Le Conseil à Nice et Sophia Antipolis, écosystème unique riche en enseignements
Les 13 et 14 décembre, Anne Alombert, Justine Cassell, Olga Kokshagina et Eric Salobir, membres du Conseil, étaient à Nice et Sophia Antipolis, pour deux journées en lien avec nos travaux sur la transmission des savoirs, l’économie de l’attention et la relation entre les humains et les machines.
Ce déplacement s’inscrit dans la démarche d’ouverture du débat engagée par le Conseil depuis plusieurs mois. Au-delà de la diffusion des travaux de la mandature, il s’agit avant tout de prêter une oreille attentive aux acteurs de terrain et de restituer des initiatives qui entrent en résonance directe avec les thématiques traitées par le Conseil depuis février 2021.
Deux journées d’un intense programme
A Nice, la délégation a d’abord visité le lycée professionnel Magnan, établissement démonstrateur numérique, pour des échanges avec les équipes pédagogiques et l’observation de dispositifs numériques en classe. Les membres ont ensuite été reçus par le recteur de l’Académie de Nice, et ont participé à une discussion à bâtons rompus avec des formateurs et personnels du rectorat.
A Sophia Antipolis, la délégation a été reçue au centre Inria pour la démonstration de projets de robotique, et ses membres ont participé à deux tables rondes, consacrées à la dissémination des savoirs et à l’éthique du numérique. Ils ont ensuite visité le fablab SoFAB et les laboratoires I3S et LEAT, où des chercheurs leur ont présenté leurs travaux, avant de terminer la journée à la Maison de l’Intelligence Artificielle, qui recevait des collégiens pour un stage d’acculturation.
Sur ces deux journées, les membres du Conseil ont également pu échanger avec des élus et cadres de la métropole niçoise, ainsi que de la communauté d’agglomération de Sophia Antipolis et du département des Alpes-Maritimes.
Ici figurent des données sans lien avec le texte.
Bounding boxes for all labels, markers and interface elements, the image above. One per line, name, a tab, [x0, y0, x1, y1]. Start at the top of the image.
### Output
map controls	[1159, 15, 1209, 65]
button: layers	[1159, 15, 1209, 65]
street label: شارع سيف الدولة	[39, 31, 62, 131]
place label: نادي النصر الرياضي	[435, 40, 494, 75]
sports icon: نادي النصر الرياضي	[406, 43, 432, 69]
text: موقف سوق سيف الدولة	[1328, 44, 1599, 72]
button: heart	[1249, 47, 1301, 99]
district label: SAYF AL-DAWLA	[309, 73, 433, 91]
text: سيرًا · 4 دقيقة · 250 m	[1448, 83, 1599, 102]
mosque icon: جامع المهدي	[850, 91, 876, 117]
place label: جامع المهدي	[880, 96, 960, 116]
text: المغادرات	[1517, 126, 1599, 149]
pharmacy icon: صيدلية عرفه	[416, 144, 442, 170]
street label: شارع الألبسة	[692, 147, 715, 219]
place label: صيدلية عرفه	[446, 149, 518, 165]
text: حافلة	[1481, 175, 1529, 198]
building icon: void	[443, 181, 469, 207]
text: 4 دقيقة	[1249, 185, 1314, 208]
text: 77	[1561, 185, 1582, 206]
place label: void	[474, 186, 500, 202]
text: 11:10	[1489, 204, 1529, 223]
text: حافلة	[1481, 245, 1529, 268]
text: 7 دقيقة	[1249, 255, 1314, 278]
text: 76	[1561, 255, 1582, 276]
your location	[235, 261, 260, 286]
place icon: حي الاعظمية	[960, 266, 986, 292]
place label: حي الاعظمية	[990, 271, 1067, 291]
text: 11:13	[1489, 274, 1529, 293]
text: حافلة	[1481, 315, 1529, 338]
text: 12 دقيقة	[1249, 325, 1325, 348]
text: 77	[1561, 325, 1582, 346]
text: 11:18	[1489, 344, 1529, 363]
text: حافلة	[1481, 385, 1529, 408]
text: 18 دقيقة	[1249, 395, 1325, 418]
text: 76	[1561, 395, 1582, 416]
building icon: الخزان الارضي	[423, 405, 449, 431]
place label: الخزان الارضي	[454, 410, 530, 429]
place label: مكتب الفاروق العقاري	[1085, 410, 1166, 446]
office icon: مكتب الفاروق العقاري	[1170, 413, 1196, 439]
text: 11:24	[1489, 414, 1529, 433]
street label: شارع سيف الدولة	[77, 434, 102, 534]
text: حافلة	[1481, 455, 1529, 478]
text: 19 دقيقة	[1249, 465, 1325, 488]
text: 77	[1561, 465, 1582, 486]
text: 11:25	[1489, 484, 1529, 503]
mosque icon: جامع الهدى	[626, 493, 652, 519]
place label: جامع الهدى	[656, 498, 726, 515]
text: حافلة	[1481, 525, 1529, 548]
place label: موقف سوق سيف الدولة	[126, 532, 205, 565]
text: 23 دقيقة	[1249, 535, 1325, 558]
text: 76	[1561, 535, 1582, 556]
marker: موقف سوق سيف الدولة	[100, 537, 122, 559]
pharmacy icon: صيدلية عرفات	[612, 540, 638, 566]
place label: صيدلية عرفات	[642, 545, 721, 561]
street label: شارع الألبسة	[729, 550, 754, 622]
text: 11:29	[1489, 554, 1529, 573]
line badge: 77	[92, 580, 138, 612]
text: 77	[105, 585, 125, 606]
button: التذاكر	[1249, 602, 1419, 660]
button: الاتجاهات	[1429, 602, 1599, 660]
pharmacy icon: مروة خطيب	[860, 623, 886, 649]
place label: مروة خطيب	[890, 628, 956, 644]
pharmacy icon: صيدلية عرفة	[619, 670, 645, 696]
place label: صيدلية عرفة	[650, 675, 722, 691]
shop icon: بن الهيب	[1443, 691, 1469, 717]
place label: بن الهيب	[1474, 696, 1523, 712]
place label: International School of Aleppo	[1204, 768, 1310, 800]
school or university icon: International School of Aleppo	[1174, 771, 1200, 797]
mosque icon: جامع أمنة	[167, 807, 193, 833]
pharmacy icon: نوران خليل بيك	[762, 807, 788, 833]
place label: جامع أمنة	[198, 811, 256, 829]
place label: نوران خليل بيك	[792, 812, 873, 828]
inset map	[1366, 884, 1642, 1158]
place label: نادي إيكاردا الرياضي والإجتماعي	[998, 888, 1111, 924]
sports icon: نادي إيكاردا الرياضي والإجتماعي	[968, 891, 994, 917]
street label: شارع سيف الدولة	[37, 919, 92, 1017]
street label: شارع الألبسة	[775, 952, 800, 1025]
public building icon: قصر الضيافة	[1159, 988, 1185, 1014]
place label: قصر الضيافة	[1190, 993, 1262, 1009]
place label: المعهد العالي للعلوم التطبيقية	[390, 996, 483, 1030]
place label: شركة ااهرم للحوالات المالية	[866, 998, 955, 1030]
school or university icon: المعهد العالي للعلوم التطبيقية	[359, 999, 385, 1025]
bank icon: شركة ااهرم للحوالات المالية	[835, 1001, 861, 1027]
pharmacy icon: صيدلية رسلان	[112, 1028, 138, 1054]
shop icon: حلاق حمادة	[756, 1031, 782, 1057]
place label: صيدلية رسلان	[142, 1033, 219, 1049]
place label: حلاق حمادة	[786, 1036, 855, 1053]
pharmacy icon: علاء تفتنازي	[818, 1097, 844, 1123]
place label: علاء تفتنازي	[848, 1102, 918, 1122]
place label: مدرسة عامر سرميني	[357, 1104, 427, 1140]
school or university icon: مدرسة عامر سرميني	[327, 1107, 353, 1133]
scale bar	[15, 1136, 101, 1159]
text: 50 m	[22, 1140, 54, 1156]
Plusieurs tendances se sont détachées au fil de ces rencontres, de ces visites, de ces échanges d’une grande richesse :
Mobiliser le numérique pour encapaciter les plus jeunes
A plusieurs reprises, la délégation a pu observer l’engagement des enseignants et de l’écosystème numérique auprès des plus jeunes, ainsi que la volonté de se servir des outils numériques pour développer de nouvelles formes de transmission des savoirs. Pour ne pas devenir un simple outil de gestion administrative, le numérique doit permettre des approches renouvelées et adaptées en termes de pédagogie, permettant d’embarquer l’ensemble des élèves. Le point de sortie doit avant tout être une plus grande richesse des pratiques. Pris seulement en tant que substitut des supports papiers ou livresques, il peut poser plus de problèmes qu’il vise à en résoudre. A cet égard, une attention particulière doit être apportée aux disparités économiques, sociales, géographiques, pour éviter de creuser plus encore certaines fractures.
Il faut donc insister sur la nécessité de transmettre une culture numérique, interdisciplinaire, théorique et pratique, intégrant des dimensions politiques et civiques, économiques, psychosociales, communicationnelles, sociologiques, anthropologiques et historiques, ainsi que le Conseil le proposait dans son dossier consacré à la construction et à la transmission des savoirs. Ces approches pourraient permettre de redonner du sens à l’usage d’outils numériques comme à l’enseignement du numérique.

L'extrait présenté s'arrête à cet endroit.